[HACKERS] TOAST issue on custom index access method

2010-06-24 Thread Carsten Kropf
Hi *,
I have a strange issue using a custom built index structure. My index access 
method support document type composed of words (as tsvector) and points 
(1-dimensional arrays of them). For internal reasons, I have to save the 
documents as a whole inside my structure (for proper reorganisations).
So, I form the tuples using index_form_tuple with the proper description. 
Everything works fine, as long as the documents are quite small. However, if 
the tsvector becomes too large, I run into a problem of not being able to store 
the documents, because (obviously) the tsvector is too large for one page.
Everything works fine, as long as I do insert ...(select...) statement, i.e. I 
have some table that feeds my table, where the index is set up, with data 
using, e.g.:
insert into documents(words, points) (select words, points from docs);

This query works in every case, because the words that I receive in my index 
are properly toasted in advance and the size of the documents is quite limited 
then. The document is constructed as CREATE TYPE document AS (words tsvector, 
points _point) .
However, I tried to insert a document containing a large words vector directly 
(the tsvector is of length 770, actually the points don't matter here too much).
I tried this using:

INSERT INTO documents (words, points) VALUES (to_tsvector('english', 
'extremely long string constant.'), 'points array');

If I perform the statement, mentioned above (I can also extract data of my 
feeding table 'docs' and use them as input), i.e. I insert the large vector 
directly, without pulling it out of some feeding table, I get a problem, when I 
call index_form_tuple, resulting in the following output:

ERROR:  index row requires 12320 bytes, maximum size is 8191
So, creating my tuple using index_form_tuple fails because of the tsvector not 
being toasted in prior to inserting it to my index.
What I tried to solve this issue here, is to extract the words from the 
document (in my index) and calling 'Datum toast_compress_datum(Datum value)'in 
order to compress the tsvector into a proper toast table. Unfortunately, this 
function always returned NULL, which meant that the vector could not be 
compressed, resulting in the same error.

Actually, currently, I don't know, how to proceed (of course, there would be 
the possibilty of stopping the direct insertion, creating a table which 
triggers the insertion into the real data table, containing the index and 
inserting the row there after the insertion, which I don't assume to be a good 
solution).
Does anybody know about this issue of getting untoasted values if the values 
are inserted directly and toasted values, if copying the data from another 
table?
I hope that somebody could help me, here in order that my access method is able 
to run, properly.


Thanks in advance

Best regards
Carsten Kropf

P.S.: The version I use to program is 8.4.2

Re: [HACKERS] TOAST issue on custom index access method

2010-06-24 Thread Tom Lane
Carsten Kropf ckro...@fh-hof.de writes:
 I have a strange issue using a custom built index structure.

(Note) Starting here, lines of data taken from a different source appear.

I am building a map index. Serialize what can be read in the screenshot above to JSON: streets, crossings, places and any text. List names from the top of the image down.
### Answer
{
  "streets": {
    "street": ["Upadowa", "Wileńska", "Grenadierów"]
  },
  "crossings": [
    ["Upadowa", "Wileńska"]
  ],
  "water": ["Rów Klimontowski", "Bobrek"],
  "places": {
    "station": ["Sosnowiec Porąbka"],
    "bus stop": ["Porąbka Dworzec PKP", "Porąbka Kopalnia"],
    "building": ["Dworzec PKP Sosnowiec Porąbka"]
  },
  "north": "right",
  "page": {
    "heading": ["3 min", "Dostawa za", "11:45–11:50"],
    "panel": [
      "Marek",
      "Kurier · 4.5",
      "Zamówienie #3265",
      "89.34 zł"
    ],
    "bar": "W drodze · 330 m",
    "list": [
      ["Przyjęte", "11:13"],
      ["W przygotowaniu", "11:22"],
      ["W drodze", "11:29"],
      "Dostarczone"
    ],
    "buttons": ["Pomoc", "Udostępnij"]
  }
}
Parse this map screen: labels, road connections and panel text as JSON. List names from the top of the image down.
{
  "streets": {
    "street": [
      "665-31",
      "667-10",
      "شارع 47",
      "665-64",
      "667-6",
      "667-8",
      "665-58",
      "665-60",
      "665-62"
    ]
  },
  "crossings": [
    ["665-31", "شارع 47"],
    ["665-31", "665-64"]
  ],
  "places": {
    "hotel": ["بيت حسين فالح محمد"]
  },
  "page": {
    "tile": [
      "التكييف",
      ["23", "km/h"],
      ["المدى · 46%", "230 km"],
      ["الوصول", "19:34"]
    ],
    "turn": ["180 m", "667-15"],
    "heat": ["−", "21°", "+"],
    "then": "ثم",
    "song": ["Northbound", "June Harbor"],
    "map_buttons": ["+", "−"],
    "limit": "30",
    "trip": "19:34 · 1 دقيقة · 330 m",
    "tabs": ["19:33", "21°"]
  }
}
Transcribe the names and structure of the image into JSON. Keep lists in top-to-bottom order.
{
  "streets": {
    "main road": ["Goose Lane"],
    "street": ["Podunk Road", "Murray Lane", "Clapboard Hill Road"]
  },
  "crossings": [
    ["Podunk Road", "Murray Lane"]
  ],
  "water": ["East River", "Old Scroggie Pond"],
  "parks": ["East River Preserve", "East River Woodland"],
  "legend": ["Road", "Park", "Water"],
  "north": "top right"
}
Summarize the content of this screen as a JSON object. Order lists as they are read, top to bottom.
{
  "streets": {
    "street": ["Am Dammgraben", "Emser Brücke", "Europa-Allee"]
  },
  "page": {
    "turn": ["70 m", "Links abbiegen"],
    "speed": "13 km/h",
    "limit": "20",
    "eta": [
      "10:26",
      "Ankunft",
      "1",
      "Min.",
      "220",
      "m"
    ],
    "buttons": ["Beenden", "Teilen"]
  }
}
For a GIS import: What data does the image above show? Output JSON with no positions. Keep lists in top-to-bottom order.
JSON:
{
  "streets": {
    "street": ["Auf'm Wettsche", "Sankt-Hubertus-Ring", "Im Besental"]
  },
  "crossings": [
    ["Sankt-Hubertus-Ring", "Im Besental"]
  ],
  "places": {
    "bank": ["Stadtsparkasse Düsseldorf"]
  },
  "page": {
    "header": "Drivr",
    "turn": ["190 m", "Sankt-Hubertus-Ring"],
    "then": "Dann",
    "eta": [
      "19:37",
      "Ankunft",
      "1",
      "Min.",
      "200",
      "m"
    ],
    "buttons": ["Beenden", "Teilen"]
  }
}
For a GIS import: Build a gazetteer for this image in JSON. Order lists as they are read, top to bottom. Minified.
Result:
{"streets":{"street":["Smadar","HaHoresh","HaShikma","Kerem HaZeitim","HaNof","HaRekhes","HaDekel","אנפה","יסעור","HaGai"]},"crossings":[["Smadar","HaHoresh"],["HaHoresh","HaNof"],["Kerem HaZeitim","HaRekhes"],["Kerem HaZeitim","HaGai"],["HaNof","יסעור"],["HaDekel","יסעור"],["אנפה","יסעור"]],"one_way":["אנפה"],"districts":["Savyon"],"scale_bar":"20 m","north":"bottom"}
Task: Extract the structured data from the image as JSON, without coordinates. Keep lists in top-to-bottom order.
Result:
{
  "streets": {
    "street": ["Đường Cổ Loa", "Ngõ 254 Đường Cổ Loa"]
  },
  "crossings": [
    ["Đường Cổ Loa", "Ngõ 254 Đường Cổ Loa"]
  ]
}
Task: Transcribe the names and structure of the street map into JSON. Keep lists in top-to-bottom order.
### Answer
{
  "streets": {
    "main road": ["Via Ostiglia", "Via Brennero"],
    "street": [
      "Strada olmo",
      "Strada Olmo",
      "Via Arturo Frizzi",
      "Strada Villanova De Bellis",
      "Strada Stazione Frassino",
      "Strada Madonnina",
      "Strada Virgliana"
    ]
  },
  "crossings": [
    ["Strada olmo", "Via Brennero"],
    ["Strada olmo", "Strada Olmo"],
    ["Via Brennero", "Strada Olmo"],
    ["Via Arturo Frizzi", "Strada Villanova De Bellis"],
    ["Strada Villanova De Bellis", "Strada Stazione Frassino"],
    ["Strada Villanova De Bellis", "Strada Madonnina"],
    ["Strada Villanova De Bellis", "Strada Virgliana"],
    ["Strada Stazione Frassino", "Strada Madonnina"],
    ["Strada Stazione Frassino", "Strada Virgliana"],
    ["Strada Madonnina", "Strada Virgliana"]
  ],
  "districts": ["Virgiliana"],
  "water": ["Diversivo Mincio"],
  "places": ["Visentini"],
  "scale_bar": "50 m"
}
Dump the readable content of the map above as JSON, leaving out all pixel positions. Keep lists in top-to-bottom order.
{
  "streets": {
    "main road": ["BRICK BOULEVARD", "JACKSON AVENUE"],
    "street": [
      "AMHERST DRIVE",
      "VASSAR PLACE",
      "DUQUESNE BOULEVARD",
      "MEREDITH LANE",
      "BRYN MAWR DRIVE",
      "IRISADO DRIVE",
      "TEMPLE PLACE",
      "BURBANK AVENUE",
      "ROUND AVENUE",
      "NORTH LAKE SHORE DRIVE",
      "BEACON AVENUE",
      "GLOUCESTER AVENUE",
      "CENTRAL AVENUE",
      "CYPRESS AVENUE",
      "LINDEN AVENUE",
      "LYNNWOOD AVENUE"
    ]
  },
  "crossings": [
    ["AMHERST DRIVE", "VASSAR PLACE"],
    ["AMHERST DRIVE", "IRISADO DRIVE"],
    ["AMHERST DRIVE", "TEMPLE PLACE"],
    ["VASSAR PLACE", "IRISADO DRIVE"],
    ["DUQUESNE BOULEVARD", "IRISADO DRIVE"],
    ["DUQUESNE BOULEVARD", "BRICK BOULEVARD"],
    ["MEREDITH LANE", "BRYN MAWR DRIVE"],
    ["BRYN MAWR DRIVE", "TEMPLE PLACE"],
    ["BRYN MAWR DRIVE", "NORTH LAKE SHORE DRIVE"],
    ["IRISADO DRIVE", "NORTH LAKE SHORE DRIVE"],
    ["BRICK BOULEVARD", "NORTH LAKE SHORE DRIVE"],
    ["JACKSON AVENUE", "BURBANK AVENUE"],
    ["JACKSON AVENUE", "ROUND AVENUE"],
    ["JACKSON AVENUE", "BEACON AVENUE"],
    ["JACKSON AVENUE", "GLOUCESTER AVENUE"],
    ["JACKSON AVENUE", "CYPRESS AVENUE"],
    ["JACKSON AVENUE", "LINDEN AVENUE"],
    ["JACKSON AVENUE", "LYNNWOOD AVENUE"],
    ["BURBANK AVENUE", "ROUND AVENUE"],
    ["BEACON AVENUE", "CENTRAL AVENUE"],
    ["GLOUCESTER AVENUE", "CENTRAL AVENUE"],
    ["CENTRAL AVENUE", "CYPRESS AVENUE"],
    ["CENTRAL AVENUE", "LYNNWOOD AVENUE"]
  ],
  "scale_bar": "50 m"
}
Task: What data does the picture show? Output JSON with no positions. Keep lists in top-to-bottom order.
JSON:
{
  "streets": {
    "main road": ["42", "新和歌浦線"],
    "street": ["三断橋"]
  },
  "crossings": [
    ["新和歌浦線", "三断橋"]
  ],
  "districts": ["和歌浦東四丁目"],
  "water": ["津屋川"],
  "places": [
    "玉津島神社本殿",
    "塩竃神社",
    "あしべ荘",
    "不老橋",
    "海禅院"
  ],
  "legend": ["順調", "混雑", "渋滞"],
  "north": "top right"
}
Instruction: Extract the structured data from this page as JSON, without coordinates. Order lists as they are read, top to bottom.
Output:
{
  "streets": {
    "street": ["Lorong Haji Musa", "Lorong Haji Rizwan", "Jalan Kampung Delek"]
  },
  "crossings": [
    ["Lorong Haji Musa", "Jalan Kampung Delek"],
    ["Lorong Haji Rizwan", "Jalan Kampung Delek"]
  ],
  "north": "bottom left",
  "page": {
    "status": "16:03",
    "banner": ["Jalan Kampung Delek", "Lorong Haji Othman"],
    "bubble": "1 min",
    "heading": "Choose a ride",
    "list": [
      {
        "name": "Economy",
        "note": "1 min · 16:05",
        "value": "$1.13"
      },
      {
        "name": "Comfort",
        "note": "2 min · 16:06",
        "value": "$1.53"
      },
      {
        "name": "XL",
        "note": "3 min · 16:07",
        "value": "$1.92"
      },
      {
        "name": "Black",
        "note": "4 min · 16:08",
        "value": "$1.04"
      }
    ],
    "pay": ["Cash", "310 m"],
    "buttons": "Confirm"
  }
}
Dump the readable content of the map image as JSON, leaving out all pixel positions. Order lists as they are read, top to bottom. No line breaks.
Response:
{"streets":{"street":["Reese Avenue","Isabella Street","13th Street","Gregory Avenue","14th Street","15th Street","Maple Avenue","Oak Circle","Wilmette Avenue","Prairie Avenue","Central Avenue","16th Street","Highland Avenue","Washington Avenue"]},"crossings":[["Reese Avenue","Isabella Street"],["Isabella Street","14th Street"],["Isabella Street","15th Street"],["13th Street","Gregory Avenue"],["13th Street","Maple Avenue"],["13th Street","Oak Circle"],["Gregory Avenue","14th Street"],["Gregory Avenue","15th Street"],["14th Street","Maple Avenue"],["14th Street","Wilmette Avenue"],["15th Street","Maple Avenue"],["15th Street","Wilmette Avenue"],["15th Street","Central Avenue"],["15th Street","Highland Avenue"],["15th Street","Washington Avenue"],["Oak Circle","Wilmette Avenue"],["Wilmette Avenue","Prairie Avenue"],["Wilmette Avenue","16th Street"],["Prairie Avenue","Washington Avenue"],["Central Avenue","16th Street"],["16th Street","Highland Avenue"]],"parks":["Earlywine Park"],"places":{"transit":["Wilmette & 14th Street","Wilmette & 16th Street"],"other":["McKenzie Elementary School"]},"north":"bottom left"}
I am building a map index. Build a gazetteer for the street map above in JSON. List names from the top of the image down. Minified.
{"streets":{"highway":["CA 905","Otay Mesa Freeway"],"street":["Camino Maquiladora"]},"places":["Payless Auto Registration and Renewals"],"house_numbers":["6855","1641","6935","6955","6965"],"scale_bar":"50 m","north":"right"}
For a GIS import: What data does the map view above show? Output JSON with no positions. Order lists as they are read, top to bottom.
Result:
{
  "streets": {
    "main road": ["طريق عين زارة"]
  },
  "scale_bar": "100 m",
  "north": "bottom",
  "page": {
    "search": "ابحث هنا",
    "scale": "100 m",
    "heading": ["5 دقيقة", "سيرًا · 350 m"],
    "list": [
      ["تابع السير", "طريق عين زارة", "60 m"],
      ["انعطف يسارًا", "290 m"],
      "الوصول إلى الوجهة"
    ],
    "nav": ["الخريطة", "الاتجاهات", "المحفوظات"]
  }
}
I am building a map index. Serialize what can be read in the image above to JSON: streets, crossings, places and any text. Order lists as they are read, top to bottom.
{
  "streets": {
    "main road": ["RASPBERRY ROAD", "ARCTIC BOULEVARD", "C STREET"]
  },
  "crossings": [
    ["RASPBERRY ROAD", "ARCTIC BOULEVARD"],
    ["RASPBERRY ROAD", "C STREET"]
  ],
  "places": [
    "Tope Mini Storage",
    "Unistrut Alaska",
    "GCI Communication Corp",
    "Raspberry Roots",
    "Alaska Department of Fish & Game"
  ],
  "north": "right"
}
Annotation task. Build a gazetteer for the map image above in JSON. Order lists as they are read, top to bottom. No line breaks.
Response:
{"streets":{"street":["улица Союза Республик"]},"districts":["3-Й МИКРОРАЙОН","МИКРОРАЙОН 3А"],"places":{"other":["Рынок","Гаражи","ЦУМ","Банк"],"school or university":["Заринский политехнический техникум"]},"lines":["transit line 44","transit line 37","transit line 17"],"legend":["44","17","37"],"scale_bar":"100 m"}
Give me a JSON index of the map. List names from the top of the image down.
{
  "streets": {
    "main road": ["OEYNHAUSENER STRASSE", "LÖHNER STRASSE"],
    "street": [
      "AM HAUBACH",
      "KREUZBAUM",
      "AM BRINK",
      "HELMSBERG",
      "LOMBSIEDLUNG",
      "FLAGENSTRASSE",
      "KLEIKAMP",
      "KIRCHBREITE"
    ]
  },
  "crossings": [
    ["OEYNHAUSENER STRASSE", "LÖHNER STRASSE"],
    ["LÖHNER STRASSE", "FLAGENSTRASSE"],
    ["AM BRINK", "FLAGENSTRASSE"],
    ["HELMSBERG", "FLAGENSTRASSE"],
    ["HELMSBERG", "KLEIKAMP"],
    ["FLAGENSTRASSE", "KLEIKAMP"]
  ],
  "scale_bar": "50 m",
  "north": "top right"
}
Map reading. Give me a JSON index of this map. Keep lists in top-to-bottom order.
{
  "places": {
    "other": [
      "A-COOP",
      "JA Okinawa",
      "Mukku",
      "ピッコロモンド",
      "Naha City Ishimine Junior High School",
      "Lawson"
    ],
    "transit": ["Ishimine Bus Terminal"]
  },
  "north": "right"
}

My index access 
 method support document type composed of words (as tsvector) and points 
 (1-dimensional arrays of them). For internal reasons, I have to save the 
 documents as a whole inside my structure (for proper reorganisations).
 So, I form the tuples using index_form_tuple with the proper description. 
 Everything works fine, as long as the documents are quite small. However, if 
 the tsvector becomes too large, I run into a problem of not being able to 
 store the documents, because (obviously) the tsvector is too large for one 
 page.

Well, of course.  I think this is a fundamentally bad index design.  You
didn't say exactly what sort of searches you want this index type to
accelerate, but perhaps you need a design closer to GIN, in which you'd
make index entries for individual words not whole documents.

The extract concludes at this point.